# Assignment: Policy Evaluation in Cliff Walking Environment

Welcome to the Course 2 Module 2 Programming Assignment! In this assignment, you will implement one of the fundamental sample and bootstrapping based model free reinforcement learning agents for prediction. This is namely one that uses one-step temporal difference learning, also known as TD(0). The task is to design an agent for policy evaluation in the Cliff Walking environment. Recall that policy evaluation is the prediction problem where the goal is to accurately estimate the values of states given some policy.

### Learning Objectives
- Implement parts of the Cliff Walking environment, to get experience specifying MDPs [Section 1].
- Implement an agent that uses bootstrapping and, particularly, TD(0) [Section 2].
- Apply TD(0) to estimate value functions for different policies, i.e., run policy evaluation experiments [Section 3].

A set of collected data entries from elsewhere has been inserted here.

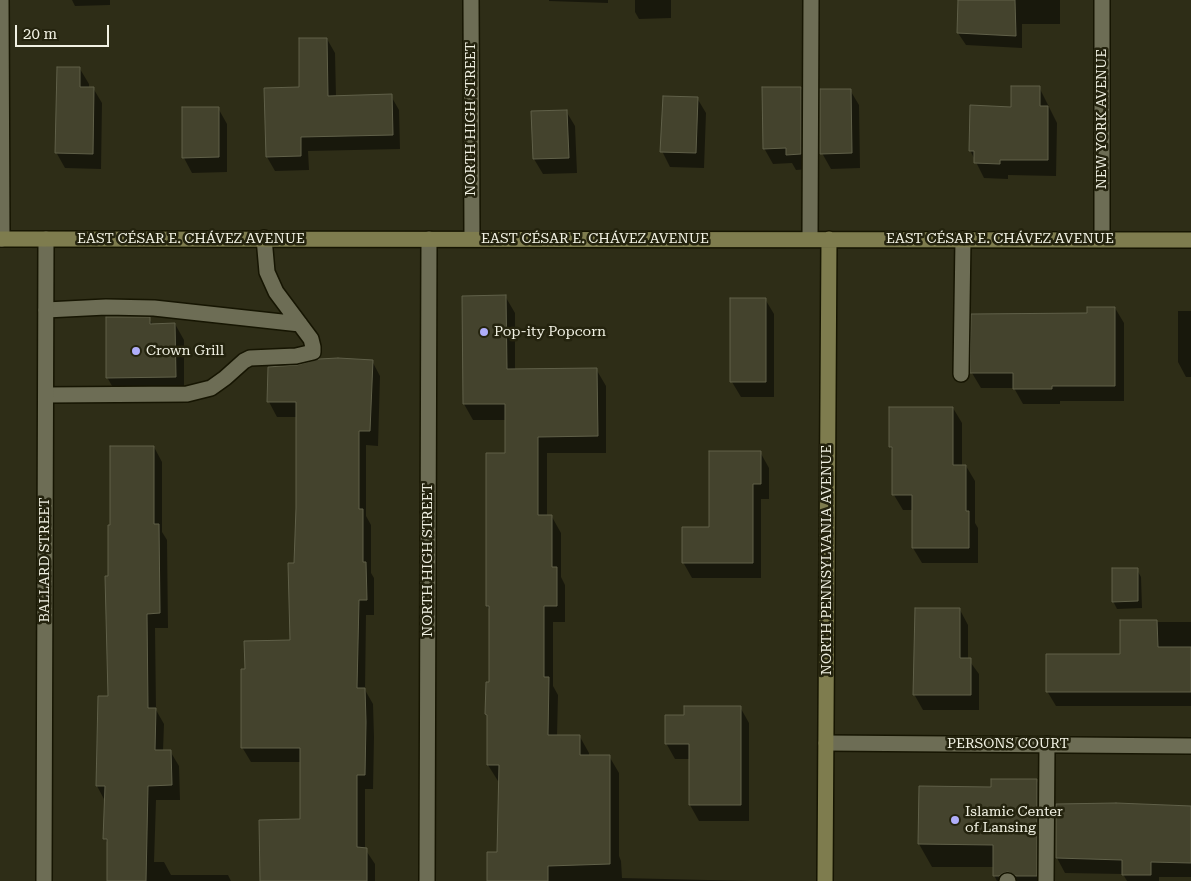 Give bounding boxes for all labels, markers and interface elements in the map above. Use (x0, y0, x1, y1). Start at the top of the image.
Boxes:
scale bar (18, 15, 111, 47)
text: 20 m (23, 25, 57, 43)
street label: NORTH HIGH STREET (463, 42, 479, 196)
street label: NEW YORK AVENUE (1094, 49, 1110, 189)
street label: EAST CÉSAR E. CHÁVEZ AVENUE (77, 231, 305, 247)
street label: EAST CÉSAR E. CHÁVEZ AVENUE (481, 231, 709, 247)
street label: EAST CÉSAR E. CHÁVEZ AVENUE (886, 231, 1114, 247)
place label: Pop-ity Popcorn (494, 324, 606, 340)
marker: Pop-ity Popcorn (478, 326, 490, 338)
place label: Crown Grill (146, 343, 224, 359)
marker: Crown Grill (130, 345, 142, 357)
street label: NORTH PENNSYLVANIA AVENUE (819, 445, 835, 675)
street label: NORTH HIGH STREET (420, 483, 436, 637)
street label: BALLARD STREET (37, 497, 53, 623)
street label: PERSONS COURT (947, 736, 1069, 752)
place label: Islamic Center of Lansing (965, 804, 1063, 836)
marker: Islamic Center of Lansing (949, 814, 961, 826) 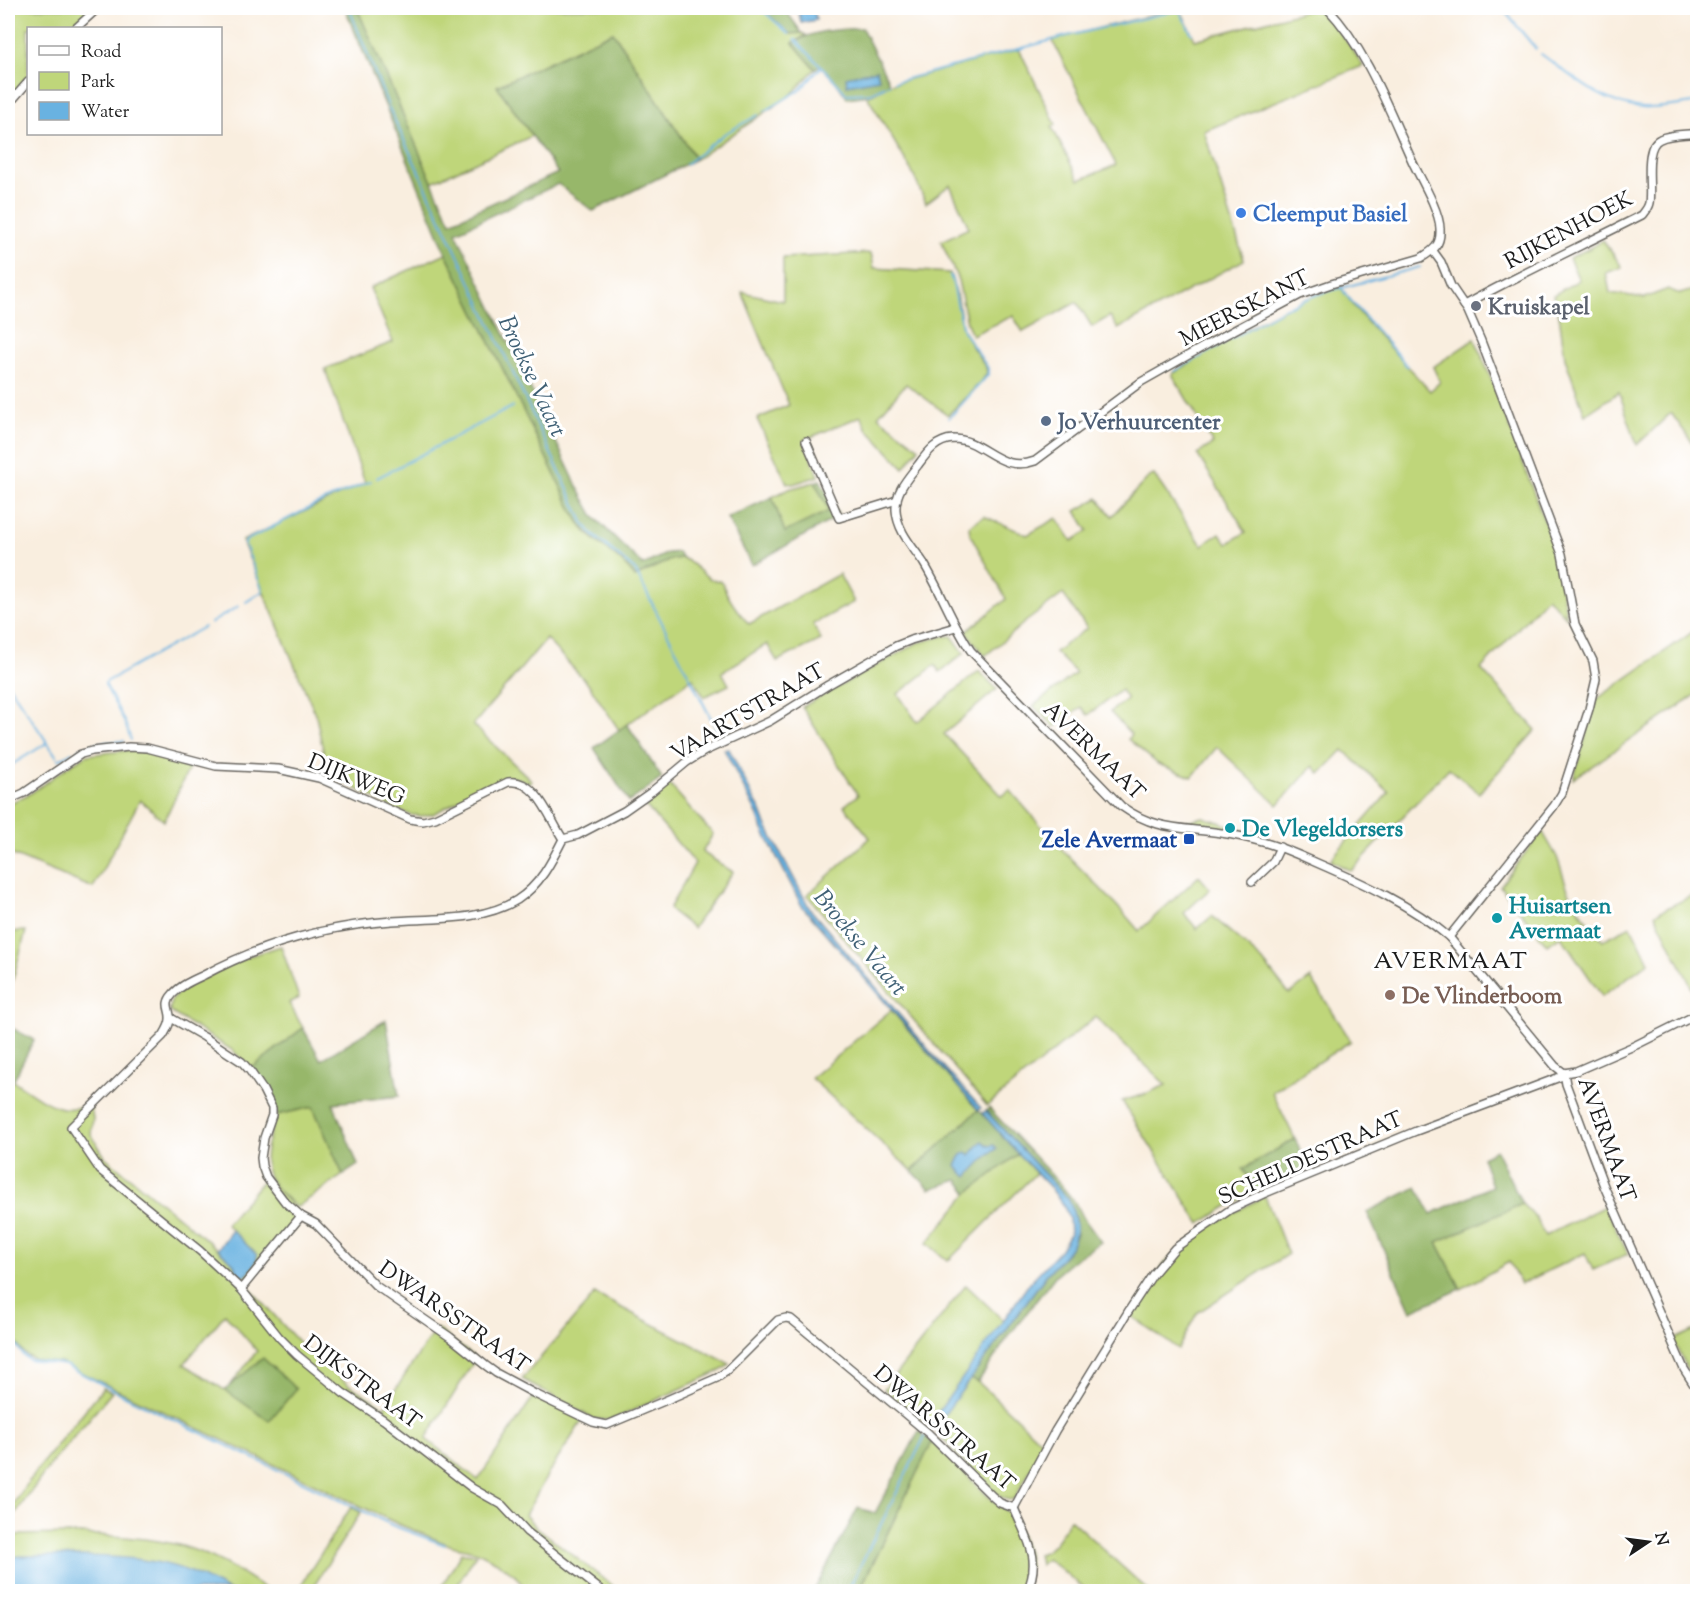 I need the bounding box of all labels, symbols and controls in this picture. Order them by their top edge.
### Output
legend [27,27,222,135]
text: Road [81,40,121,66]
text: Park [81,70,116,96]
text: Water [81,100,130,126]
street label: RIJKENHOEK [1499,184,1639,279]
place label: Cleemput Basiel [1253,200,1408,232]
marker: Cleemput Basiel [1234,206,1248,220]
street label: MEERSKANT [1175,263,1316,356]
place label: Kruiskapel [1488,293,1591,325]
marker: Kruiskapel [1469,299,1483,313]
water label: Broekse Vaart [488,311,574,443]
place label: Jo Verhuurcenter [1056,408,1221,440]
marker: Jo Verhuurcenter [1039,414,1053,428]
street label: VAARTSTRAAT [665,656,832,771]
street label: AVERMAAT [1035,695,1152,810]
street label: DIJKWEG [302,747,409,815]
place label: De Vlegeldorsers [1242,815,1404,847]
marker: De Vlegeldorsers [1223,821,1237,835]
place label: Zele Avermaat [1042,826,1177,858]
marker: Zele Avermaat [1182,832,1196,846]
water label: Broekse Vaart [805,882,914,1004]
place label: Huisartsen Avermaat [1509,892,1611,949]
marker: Huisartsen Avermaat [1490,911,1504,925]
district label: AVERMAAT [1374,945,1529,979]
place label: De Vlinderboom [1402,982,1563,1014]
marker: De Vlinderboom [1383,988,1397,1002]
street label: AVERMAAT [1568,1073,1643,1208]
street label: SCHELDESTRAAT [1214,1104,1409,1215]
street label: DWARSSTRAAT [371,1254,536,1383]
street label: DIJKSTRAAT [296,1328,427,1439]
street label: DWARSSTRAAT [865,1359,1021,1500]
north arrow [1618,1512,1678,1572]
text: N [1648,1530,1673,1548]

## The Cliff Walking Environment

The Cliff Walking environment is a gridworld with a discrete state space and discrete action space. The agent starts at grid cell S. The agent can move (deterministically) to the four neighboring cells by taking actions Up, Down, Left or Right. Trying to move out of the boundary results in staying in the same location. So, for example, trying to move left when at a cell on the leftmost column results in no movement at all and the agent remains in the same location. The agent receives -1 reward per step in most states, and -100 reward when falling off of the cliff. This is an episodic task; termination occurs when the agent reaches the goal grid cell G. Falling off of the cliff results in resetting to the start state, without termination.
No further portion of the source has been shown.